__Task goal__
Below are some records; output all of them exactly.

__Materials provided__

━━━━━━

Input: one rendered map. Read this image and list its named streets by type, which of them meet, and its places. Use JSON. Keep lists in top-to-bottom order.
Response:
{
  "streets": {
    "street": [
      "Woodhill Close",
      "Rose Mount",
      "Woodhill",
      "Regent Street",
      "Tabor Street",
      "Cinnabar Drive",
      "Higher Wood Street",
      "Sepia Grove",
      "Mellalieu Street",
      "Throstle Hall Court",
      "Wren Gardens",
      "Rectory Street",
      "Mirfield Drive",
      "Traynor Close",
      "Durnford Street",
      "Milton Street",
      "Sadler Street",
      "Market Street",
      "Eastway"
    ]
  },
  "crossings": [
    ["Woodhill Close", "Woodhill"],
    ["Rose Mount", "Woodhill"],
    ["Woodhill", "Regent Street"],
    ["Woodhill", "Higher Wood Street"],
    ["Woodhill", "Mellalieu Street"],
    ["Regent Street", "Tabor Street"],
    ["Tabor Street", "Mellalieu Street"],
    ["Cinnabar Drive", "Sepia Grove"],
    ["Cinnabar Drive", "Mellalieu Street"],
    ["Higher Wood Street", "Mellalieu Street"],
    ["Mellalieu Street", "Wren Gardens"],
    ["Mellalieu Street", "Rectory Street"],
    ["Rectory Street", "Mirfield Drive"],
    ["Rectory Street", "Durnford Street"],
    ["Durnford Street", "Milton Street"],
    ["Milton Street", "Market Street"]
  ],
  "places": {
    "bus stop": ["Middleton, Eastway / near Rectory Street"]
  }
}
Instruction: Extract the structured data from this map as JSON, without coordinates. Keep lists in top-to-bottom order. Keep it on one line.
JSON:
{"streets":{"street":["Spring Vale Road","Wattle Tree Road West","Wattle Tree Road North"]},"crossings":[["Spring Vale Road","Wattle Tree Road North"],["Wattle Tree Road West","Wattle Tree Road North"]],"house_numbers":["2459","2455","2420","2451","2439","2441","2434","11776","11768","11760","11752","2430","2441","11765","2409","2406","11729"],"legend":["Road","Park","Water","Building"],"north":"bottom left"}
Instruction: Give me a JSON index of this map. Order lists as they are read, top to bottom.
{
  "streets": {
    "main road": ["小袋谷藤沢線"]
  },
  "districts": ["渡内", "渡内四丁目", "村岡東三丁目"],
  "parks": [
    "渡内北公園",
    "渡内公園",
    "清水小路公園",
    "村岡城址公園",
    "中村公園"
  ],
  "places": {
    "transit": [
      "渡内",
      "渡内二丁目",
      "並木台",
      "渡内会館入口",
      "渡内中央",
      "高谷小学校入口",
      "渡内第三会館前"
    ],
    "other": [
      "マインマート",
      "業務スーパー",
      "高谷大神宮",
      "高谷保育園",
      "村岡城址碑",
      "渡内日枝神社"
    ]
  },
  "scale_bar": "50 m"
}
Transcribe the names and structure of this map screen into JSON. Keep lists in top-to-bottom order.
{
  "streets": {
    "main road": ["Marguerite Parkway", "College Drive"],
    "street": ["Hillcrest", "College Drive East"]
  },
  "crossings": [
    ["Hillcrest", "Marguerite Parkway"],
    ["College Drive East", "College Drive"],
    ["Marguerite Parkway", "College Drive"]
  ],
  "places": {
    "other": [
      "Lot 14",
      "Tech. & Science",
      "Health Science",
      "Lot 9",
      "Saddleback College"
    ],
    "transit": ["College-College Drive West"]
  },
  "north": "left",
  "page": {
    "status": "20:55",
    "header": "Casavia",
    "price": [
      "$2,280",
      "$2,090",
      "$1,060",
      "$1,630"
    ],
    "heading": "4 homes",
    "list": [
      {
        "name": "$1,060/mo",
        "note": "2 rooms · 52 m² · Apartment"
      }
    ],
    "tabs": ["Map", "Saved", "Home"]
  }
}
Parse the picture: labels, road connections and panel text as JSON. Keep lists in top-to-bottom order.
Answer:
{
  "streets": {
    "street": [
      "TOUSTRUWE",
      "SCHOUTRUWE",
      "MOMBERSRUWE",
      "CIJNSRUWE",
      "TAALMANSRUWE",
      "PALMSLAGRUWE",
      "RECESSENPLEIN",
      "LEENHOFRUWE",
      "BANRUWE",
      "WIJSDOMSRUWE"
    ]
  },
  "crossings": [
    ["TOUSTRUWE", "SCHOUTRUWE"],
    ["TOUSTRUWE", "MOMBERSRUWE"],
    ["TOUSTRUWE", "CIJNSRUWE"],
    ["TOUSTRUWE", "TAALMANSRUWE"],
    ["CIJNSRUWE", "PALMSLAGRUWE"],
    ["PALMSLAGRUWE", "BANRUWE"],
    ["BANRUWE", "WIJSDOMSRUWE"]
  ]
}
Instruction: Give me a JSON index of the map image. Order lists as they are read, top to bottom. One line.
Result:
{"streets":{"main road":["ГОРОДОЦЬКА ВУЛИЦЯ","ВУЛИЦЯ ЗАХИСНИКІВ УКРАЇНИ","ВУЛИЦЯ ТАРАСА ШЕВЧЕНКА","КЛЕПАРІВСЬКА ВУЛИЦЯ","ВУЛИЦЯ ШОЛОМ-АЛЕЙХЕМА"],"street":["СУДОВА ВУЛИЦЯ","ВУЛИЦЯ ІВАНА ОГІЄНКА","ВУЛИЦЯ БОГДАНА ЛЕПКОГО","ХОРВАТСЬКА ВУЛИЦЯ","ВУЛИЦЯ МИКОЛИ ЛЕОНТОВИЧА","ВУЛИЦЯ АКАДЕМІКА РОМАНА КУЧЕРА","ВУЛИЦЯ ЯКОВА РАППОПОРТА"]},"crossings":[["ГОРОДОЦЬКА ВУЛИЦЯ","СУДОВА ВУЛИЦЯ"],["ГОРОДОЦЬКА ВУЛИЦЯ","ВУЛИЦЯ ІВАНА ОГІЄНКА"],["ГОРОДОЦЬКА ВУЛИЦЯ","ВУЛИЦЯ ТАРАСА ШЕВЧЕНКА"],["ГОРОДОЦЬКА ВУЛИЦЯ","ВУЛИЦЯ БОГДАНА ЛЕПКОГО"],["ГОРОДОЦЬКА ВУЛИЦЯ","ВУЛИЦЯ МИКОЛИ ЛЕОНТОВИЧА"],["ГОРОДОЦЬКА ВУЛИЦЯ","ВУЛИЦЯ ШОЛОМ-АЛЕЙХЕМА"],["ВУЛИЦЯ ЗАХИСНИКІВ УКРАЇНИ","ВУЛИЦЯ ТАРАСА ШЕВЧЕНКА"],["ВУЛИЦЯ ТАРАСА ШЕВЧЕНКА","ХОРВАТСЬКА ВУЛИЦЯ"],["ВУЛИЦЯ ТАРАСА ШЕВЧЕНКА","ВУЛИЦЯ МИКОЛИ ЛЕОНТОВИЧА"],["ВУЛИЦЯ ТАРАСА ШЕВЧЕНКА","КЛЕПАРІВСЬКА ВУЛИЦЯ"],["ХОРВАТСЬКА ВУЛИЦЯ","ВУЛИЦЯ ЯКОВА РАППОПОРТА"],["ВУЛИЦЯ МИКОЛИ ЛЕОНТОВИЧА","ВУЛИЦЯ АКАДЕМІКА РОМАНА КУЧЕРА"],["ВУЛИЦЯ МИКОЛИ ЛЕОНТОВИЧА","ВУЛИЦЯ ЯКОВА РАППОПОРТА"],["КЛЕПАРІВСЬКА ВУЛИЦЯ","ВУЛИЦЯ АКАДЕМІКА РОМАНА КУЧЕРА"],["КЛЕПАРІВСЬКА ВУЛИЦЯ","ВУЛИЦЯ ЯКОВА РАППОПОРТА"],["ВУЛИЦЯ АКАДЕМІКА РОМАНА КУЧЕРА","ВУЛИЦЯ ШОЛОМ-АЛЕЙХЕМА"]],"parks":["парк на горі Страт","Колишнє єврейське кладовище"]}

━━━━━━

__Solution to the problem__
Input: one rendered map. Read this image and list its named streets by type, which of them meet, and its places. Use JSON. Keep lists in top-to-bottom order.
Response:
{
  "streets": {
    "street": [
      "Woodhill Close",
      "Rose Mount",
      "Woodhill",
      "Regent Street",
      "Tabor Street",
      "Cinnabar Drive",
      "Higher Wood Street",
      "Sepia Grove",
      "Mellalieu Street",
      "Throstle Hall Court",
      "Wren Gardens",
      "Rectory Street",
      "Mirfield Drive",
      "Traynor Close",
      "Durnford Street",
      "Milton Street",
      "Sadler Street",
      "Market Street",
      "Eastway"
    ]
  },
  "crossings": [
    ["Woodhill Close", "Woodhill"],
    ["Rose Mount", "Woodhill"],
    ["Woodhill", "Regent Street"],
    ["Woodhill", "Higher Wood Street"],
    ["Woodhill", "Mellalieu Street"],
    ["Regent Street", "Tabor Street"],
    ["Tabor Street", "Mellalieu Street"],
    ["Cinnabar Drive", "Sepia Grove"],
    ["Cinnabar Drive", "Mellalieu Street"],
    ["Higher Wood Street", "Mellalieu Street"],
    ["Mellalieu Street", "Wren Gardens"],
    ["Mellalieu Street", "Rectory Street"],
    ["Rectory Street", "Mirfield Drive"],
    ["Rectory Street", "Durnford Street"],
    ["Durnford Street", "Milton Street"],
    ["Milton Street", "Market Street"]
  ],
  "places": {
    "bus stop": ["Middleton, Eastway / near Rectory Street"]
  }
}
Instruction: Extract the structured data from this map as JSON, without coordinates. Keep lists in top-to-bottom order. Keep it on one line.
JSON:
{"streets":{"street":["Spring Vale Road","Wattle Tree Road West","Wattle Tree Road North"]},"crossings":[["Spring Vale Road","Wattle Tree Road North"],["Wattle Tree Road West","Wattle Tree Road North"]],"house_numbers":["2459","2455","2420","2451","2439","2441","2434","11776","11768","11760","11752","2430","2441","11765","2409","2406","11729"],"legend":["Road","Park","Water","Building"],"north":"bottom left"}
Instruction: Give me a JSON index of this map. Order lists as they are read, top to bottom.
{
  "streets": {
    "main road": ["小袋谷藤沢線"]
  },
  "districts": ["渡内", "渡内四丁目", "村岡東三丁目"],
  "parks": [
    "渡内北公園",
    "渡内公園",
    "清水小路公園",
    "村岡城址公園",
    "中村公園"
  ],
  "places": {
    "transit": [
      "渡内",
      "渡内二丁目",
      "並木台",
      "渡内会館入口",
      "渡内中央",
      "高谷小学校入口",
      "渡内第三会館前"
    ],
    "other": [
      "マインマート",
      "業務スーパー",
      "高谷大神宮",
      "高谷保育園",
      "村岡城址碑",
      "渡内日枝神社"
    ]
  },
  "scale_bar": "50 m"
}
Transcribe the names and structure of this map screen into JSON. Keep lists in top-to-bottom order.
{
  "streets": {
    "main road": ["Marguerite Parkway", "College Drive"],
    "street": ["Hillcrest", "College Drive East"]
  },
  "crossings": [
    ["Hillcrest", "Marguerite Parkway"],
    ["College Drive East", "College Drive"],
    ["Marguerite Parkway", "College Drive"]
  ],
  "places": {
    "other": [
      "Lot 14",
      "Tech. & Science",
      "Health Science",
      "Lot 9",
      "Saddleback College"
    ],
    "transit": ["College-College Drive West"]
  },
  "north": "left",
  "page": {
    "status": "20:55",
    "header": "Casavia",
    "price": [
      "$2,280",
      "$2,090",
      "$1,060",
      "$1,630"
    ],
    "heading": "4 homes",
    "list": [
      {
        "name": "$1,060/mo",
        "note": "2 rooms · 52 m² · Apartment"
      }
    ],
    "tabs": ["Map", "Saved", "Home"]
  }
}
Parse the picture: labels, road connections and panel text as JSON. Keep lists in top-to-bottom order.
Answer:
{
  "streets": {
    "street": [
      "TOUSTRUWE",
      "SCHOUTRUWE",
      "MOMBERSRUWE",
      "CIJNSRUWE",
      "TAALMANSRUWE",
      "PALMSLAGRUWE",
      "RECESSENPLEIN",
      "LEENHOFRUWE",
      "BANRUWE",
      "WIJSDOMSRUWE"
    ]
  },
  "crossings": [
    ["TOUSTRUWE", "SCHOUTRUWE"],
    ["TOUSTRUWE", "MOMBERSRUWE"],
    ["TOUSTRUWE", "CIJNSRUWE"],
    ["TOUSTRUWE", "TAALMANSRUWE"],
    ["CIJNSRUWE", "PALMSLAGRUWE"],
    ["PALMSLAGRUWE", "BANRUWE"],
    ["BANRUWE", "WIJSDOMSRUWE"]
  ]
}
Instruction: Give me a JSON index of the map image. Order lists as they are read, top to bottom. One line.
Result:
{"streets":{"main road":["ГОРОДОЦЬКА ВУЛИЦЯ","ВУЛИЦЯ ЗАХИСНИКІВ УКРАЇНИ","ВУЛИЦЯ ТАРАСА ШЕВЧЕНКА","КЛЕПАРІВСЬКА ВУЛИЦЯ","ВУЛИЦЯ ШОЛОМ-АЛЕЙХЕМА"],"street":["СУДОВА ВУЛИЦЯ","ВУЛИЦЯ ІВАНА ОГІЄНКА","ВУЛИЦЯ БОГДАНА ЛЕПКОГО","ХОРВАТСЬКА ВУЛИЦЯ","ВУЛИЦЯ МИКОЛИ ЛЕОНТОВИЧА","ВУЛИЦЯ АКАДЕМІКА РОМАНА КУЧЕРА","ВУЛИЦЯ ЯКОВА РАППОПОРТА"]},"crossings":[["ГОРОДОЦЬКА ВУЛИЦЯ","СУДОВА ВУЛИЦЯ"],["ГОРОДОЦЬКА ВУЛИЦЯ","ВУЛИЦЯ ІВАНА ОГІЄНКА"],["ГОРОДОЦЬКА ВУЛИЦЯ","ВУЛИЦЯ ТАРАСА ШЕВЧЕНКА"],["ГОРОДОЦЬКА ВУЛИЦЯ","ВУЛИЦЯ БОГДАНА ЛЕПКОГО"],["ГОРОДОЦЬКА ВУЛИЦЯ","ВУЛИЦЯ МИКОЛИ ЛЕОНТОВИЧА"],["ГОРОДОЦЬКА ВУЛИЦЯ","ВУЛИЦЯ ШОЛОМ-АЛЕЙХЕМА"],["ВУЛИЦЯ ЗАХИСНИКІВ УКРАЇНИ","ВУЛИЦЯ ТАРАСА ШЕВЧЕНКА"],["ВУЛИЦЯ ТАРАСА ШЕВЧЕНКА","ХОРВАТСЬКА ВУЛИЦЯ"],["ВУЛИЦЯ ТАРАСА ШЕВЧЕНКА","ВУЛИЦЯ МИКОЛИ ЛЕОНТОВИЧА"],["ВУЛИЦЯ ТАРАСА ШЕВЧЕНКА","КЛЕПАРІВСЬКА ВУЛИЦЯ"],["ХОРВАТСЬКА ВУЛИЦЯ","ВУЛИЦЯ ЯКОВА РАППОПОРТА"],["ВУЛИЦЯ МИКОЛИ ЛЕОНТОВИЧА","ВУЛИЦЯ АКАДЕМІКА РОМАНА КУЧЕРА"],["ВУЛИЦЯ МИКОЛИ ЛЕОНТОВИЧА","ВУЛИЦЯ ЯКОВА РАППОПОРТА"],["КЛЕПАРІВСЬКА ВУЛИЦЯ","ВУЛИЦЯ АКАДЕМІКА РОМАНА КУЧЕРА"],["КЛЕПАРІВСЬКА ВУЛИЦЯ","ВУЛИЦЯ ЯКОВА РАППОПОРТА"],["ВУЛИЦЯ АКАДЕМІКА РОМАНА КУЧЕРА","ВУЛИЦЯ ШОЛОМ-АЛЕЙХЕМА"]],"parks":["парк на горі Страт","Колишнє єврейське кладовище"]}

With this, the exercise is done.